Chord-Conditioned Melody Transformer

Primary LanguagePython

CMT-pytorch

Source code and generated samples for CMT (Chord Conditioned Melody Transformer) model introduced in "Chord Conditioned Melody Generation with Transformer Based Decoders"

Requirements

  • matplotlib >= 3.3.1
  • numpy >= 1.19.1
  • pretty_midi >= 0.2.9
  • torch >= 1.0.0
  • pyyaml >= 0.2.5
  • scipy
  • tensorboardX

File descriptions

  • hparams.yaml : specifies hyperparameters and paths to load data or save results.
  • preprocess.py : makes instance pkl files from two track midi files
  • dataset.py : loads preprocessed pkl data
  • layers.py : self attention block and relative multi-head attention layers
  • model.py : implementation of CMT
  • loss.py : defines loss functions
  • trainer.py : utilities for loading, training, and saving models
  • run.py : main code to train CMT
  • generated samples.zip : zip file containing 15 generated samples which are used for subjective listening test

Preparing data

To train CMT, midi files containing melody and chords are necesary.

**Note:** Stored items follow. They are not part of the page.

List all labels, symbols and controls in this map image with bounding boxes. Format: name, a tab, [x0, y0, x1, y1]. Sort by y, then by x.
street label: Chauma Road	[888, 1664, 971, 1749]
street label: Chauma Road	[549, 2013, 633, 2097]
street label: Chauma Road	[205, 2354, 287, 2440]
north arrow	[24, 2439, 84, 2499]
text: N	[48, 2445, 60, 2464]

Each midi file should have two instruments: the first instrument playing melody, and the second instrument playing all chordal notes of chords whenever chord changes.

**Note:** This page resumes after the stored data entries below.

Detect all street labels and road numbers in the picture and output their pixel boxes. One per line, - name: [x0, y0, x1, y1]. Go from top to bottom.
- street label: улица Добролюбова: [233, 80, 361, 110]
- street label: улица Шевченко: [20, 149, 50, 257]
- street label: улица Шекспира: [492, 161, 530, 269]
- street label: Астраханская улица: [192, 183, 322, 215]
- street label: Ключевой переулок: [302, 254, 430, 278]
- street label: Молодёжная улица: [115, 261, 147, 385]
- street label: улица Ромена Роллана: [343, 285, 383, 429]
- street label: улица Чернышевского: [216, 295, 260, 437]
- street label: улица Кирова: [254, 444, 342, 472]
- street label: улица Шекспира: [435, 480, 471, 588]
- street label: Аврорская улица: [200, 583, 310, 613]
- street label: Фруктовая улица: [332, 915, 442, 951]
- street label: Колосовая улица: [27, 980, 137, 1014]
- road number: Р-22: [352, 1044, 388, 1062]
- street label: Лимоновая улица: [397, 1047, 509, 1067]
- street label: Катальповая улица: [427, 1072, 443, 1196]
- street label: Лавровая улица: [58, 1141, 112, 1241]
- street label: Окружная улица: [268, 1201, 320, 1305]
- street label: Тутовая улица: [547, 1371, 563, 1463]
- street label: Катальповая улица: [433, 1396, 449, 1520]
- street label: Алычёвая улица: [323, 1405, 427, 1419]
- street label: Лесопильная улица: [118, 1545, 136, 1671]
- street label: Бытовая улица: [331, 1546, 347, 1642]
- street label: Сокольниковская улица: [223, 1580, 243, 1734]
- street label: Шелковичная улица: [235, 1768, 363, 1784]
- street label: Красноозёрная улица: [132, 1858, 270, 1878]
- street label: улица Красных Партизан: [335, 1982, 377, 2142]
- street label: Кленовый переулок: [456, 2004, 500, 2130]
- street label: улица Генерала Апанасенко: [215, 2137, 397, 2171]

Instance pkl files are made from two track midi files by executing the following command line:

$ python preprocess.py 
--root_dir [ROOT_DIR]
--midi_dir [MIDI_DIR]
--num_bars [NUMBER_OF_BARS]
--frame_per_bar [FRAME_PER_BAR]
--pitch_range [PITCH_RANGE]
  • Midi files should be located under $ROOT_DIR/MIDI_DIR
  • NUMBER_OF_BARS: number of bars to generate. Default is 8
  • FRAME_PER_BAR: number of unit notes in a bar. Default is 16 (16th note, time signature 4/4)
  • PITCH_RANGE: MIDI pitch range. Default is 48 (4 octaves)

To shift the pitch of melody and chords in 12 different keys, add argument --shift to the command line above.

Training CMT

$ python run.py 
--idx [EXPERIMENT_INDEX] 
--gpu_index [GPU_INDEX]
--ngpu [NUMBER_OF_GPU]
--optim_name [OPTIMIZER]
--restore_epoch [RESTORE_EPOCH]
--seed [RANDOM_SEED]
  • EXPERIMENT_INDEX: arbitrary index to distinguish different experiment settings
  • GPU_INDEX: index of GPU
  • NUMBER_OF_GPU: number of GPUs to use. If not specified, use only CPU.
  • OPTIMIZER: Optimizer to use. One of sgd, adam, rmsprop, default is adam
  • RESTORE_EPOCH: which checkpoint to restore when continuing an experiment

1st phase

Train the rhythm decoder (RD) with pitch varied rhythm data. In hparams.yaml, set the data_io path to directory containing pkl files with 12 different keys.

2nd phase

Retain RD from the 1st phase and train pitch decoder (PD) with single key data. In experiment config of hparams.yaml, specify the experiment index and epoch to load RD from (for example, idx 1, epoch 100). Execute run.py with additional --load_rhythm argument.